Exercise instructions
What is needed is a copy of each line in the listing that contains "they".

Data excerpts
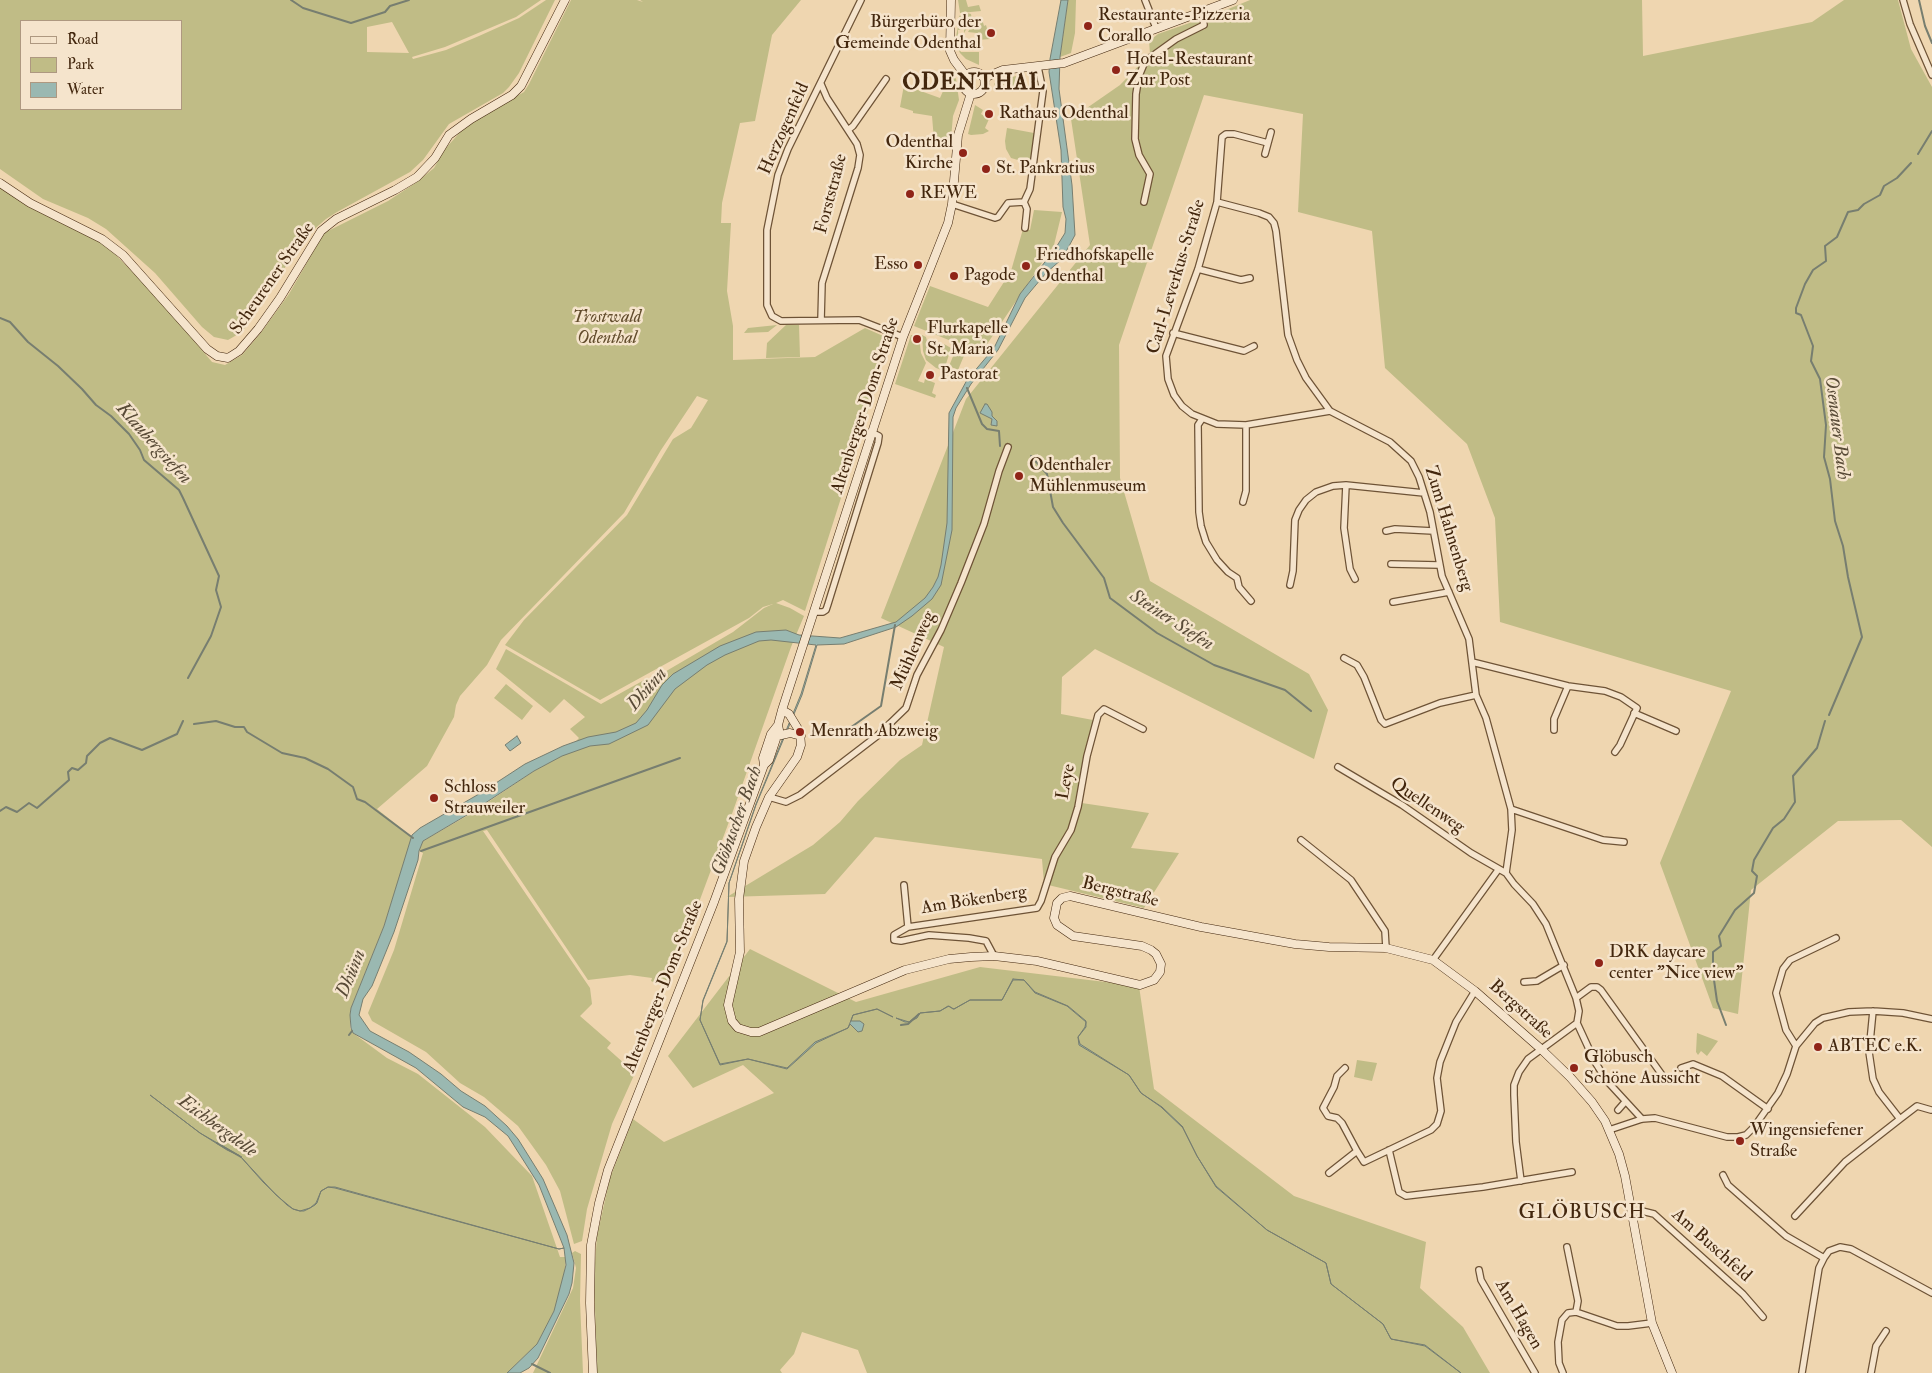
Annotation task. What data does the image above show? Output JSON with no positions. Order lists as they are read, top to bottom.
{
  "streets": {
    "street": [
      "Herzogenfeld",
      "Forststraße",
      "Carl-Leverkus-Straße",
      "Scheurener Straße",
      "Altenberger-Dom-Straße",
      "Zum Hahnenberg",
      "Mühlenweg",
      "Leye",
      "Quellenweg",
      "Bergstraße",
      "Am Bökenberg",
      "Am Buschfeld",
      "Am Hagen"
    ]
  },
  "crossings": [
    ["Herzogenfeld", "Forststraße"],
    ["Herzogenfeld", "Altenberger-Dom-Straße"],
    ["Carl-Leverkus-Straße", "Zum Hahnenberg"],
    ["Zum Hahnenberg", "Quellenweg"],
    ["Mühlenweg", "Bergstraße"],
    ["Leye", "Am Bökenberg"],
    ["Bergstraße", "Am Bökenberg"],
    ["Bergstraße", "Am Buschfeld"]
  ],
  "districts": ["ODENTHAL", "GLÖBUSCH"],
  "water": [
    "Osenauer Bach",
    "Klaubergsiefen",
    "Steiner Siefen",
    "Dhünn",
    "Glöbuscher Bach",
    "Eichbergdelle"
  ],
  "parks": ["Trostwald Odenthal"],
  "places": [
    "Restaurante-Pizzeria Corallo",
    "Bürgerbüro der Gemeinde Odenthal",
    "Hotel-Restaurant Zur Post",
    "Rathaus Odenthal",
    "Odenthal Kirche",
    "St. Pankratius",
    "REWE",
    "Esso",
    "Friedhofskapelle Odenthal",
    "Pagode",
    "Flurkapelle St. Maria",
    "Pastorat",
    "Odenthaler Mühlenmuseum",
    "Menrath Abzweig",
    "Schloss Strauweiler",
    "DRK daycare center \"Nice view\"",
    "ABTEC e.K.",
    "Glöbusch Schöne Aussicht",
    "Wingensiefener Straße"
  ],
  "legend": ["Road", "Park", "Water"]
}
---
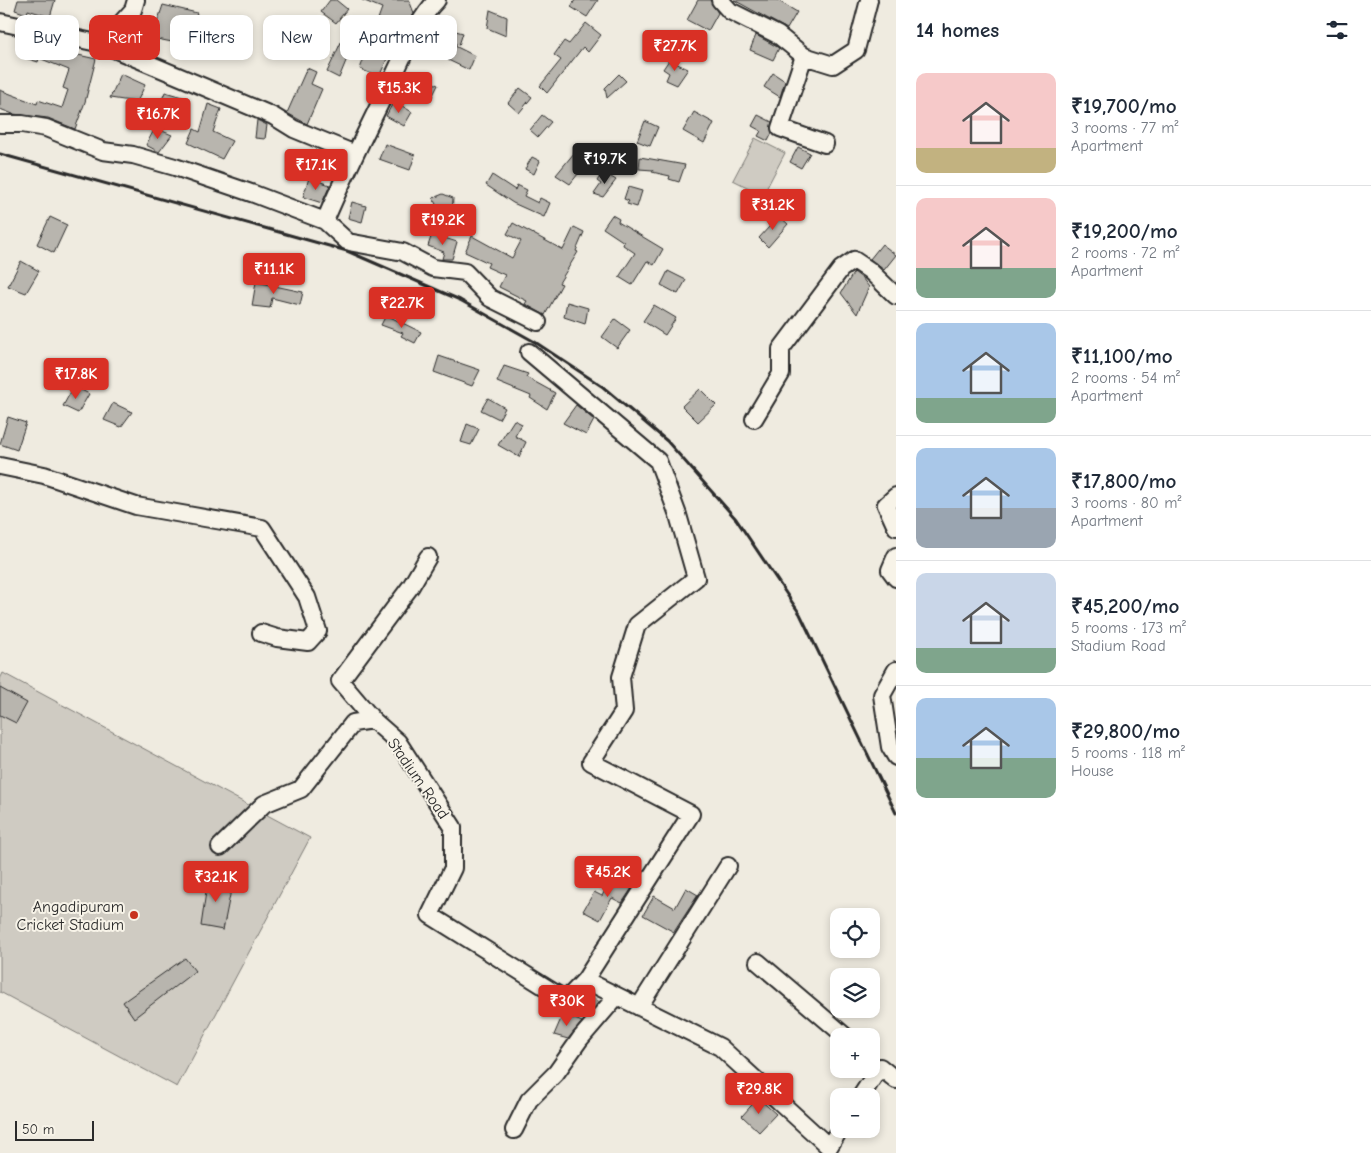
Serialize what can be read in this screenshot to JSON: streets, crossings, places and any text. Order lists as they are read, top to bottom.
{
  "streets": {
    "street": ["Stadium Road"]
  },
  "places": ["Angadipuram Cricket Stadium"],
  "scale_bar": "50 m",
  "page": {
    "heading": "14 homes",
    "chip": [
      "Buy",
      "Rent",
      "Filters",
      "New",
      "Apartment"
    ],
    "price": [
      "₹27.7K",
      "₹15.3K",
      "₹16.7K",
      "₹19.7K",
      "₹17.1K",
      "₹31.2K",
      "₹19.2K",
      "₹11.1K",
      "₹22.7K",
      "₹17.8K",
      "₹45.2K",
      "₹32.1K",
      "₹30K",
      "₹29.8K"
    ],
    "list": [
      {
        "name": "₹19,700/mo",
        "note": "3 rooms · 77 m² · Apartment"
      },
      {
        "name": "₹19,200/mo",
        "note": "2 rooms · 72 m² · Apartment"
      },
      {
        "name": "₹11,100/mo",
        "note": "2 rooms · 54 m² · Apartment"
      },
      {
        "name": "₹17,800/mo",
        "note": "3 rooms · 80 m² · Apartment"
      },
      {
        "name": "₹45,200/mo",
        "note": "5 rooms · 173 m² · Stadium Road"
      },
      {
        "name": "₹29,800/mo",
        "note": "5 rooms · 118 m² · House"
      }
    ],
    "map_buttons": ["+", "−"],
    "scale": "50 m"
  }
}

Your response
Annotation task. What data does the image above show? Output JSON with no positions. Order lists as they are read, top to bottom.
Serialize what can be read in this screenshot to JSON: streets, crossings, places and any text. Order lists as they are read, top to bottom.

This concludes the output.